From: mpsuzuki@hiroshima-u.ac.jp
Date: Sun Mar 25 2007 - 19:15:14 CST

  • Next message: Don Osborn: "Guidelines for converting to Unicode use?"

    Dear Sir,

    Sorry for long delay to reply. Here I ask about
    the possibility to update UTS #37 about CJK
    Compatibility Ideographs: additional note in
    UTS #37 to state that IVS system is nothing
    to do with CJK Compatibility Ideographs and
    prohibit conversion between compatibility
    ideographs and IVS-qualified unified ideographs.
    # It divides <U+6674, U+E0100> and <U+FA12> etc,
    # although both ideograph variants are displayed
    # by CID+8481. There is already duplicated use
    # of CID+19071 at U+29FCE & U+29FD7, thus such
    # division is not fatal change, I guess.
    So I add Hideki Hiura to Cc list who is another
    author of UTS #37.

    On Tue, 20 Mar 2007 22:55:09 -0700
    Eric Muller <emuller@adobe.com> wrote:
    > mpsuzuki@hiroshima-u.ac.jp wrote:
    > > Comment 2: codepoints in CJK Compatibility Ideographs
    > > =====================================================
    > > I guess, the avoided
    > > codepoints are just "the out of scope" of IVD Adobe-Japan1
    > > (in fact, Unicode Technical Report #37 is written for CJK
    > > Unified Ideographs, no mention about CJK Compatibility
    > > Ideographs), and IVD Adobe-Japan1 does not concern the
    > > availability of ideographs at the avoided codepoints.
     
    > On the other hand, U+4FAE and U+FA30 have been made canonically
    > equivalent in Unicode.
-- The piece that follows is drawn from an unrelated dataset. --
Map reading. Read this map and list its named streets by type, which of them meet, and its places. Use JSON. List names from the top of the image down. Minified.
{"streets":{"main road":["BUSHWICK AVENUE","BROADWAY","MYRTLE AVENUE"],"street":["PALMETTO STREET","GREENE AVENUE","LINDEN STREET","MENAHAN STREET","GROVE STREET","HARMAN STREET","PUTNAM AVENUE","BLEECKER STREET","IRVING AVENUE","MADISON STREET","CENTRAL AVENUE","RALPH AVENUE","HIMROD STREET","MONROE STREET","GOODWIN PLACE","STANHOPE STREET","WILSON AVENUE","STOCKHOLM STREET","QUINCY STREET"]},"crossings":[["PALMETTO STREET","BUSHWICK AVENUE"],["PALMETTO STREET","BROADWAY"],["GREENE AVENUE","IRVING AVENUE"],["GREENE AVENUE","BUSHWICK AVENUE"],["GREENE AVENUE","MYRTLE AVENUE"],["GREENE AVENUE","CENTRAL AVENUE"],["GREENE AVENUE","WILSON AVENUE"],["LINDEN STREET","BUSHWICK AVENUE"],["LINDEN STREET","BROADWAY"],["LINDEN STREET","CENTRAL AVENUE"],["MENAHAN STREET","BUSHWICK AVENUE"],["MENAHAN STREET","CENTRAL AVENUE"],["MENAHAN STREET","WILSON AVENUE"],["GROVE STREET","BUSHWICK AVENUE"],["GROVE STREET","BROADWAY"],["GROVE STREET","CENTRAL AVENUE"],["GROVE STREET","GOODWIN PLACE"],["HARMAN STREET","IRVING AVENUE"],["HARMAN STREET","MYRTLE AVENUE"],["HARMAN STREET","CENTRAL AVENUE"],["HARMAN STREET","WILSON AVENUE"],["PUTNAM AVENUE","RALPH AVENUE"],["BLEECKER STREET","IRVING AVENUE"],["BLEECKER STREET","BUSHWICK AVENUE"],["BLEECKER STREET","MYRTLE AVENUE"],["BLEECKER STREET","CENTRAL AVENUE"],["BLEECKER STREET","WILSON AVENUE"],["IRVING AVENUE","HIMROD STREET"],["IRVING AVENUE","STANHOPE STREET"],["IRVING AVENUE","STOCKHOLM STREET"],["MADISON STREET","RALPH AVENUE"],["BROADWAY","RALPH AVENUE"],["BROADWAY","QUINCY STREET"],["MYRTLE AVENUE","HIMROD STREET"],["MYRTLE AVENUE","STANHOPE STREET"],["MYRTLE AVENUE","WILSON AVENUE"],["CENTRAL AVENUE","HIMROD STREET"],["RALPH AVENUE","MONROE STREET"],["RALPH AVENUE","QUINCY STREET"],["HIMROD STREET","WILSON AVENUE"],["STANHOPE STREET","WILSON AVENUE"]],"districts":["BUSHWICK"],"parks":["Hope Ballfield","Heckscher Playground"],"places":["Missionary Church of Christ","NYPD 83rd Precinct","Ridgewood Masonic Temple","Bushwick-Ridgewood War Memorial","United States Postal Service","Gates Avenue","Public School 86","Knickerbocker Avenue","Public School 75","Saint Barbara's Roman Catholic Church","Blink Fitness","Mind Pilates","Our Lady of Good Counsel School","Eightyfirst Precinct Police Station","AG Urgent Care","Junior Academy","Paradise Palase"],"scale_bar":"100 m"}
This is a priori a good choice, because those are
    > the same abstract character from Unicode's point of view (imagine they
    > are not encoded in JIS nor in Unicode, and you come to the IRG today
    > proposing to encode those two characters: you would get only one coded
    > character).

    I see, your reply is similar to what I expected during
    I was writing my comments. Your pointing out is RIGHT
    in principle. There is a group of CJK Compatibility
    Ideographs that is based on small glyph shape difference
    from corresponding CJK Unified Ideographs. IBM kanji
    and JIS X 0213 compatibility kanjis are such. Although
    it is arguable that Han Unification (ISO 10646 Annex S)
    is well defined rule or not, both specifications of
    ISO 10646 and Unicode seem to be against the addition
    of technical standards utilizing compatibility ideographs.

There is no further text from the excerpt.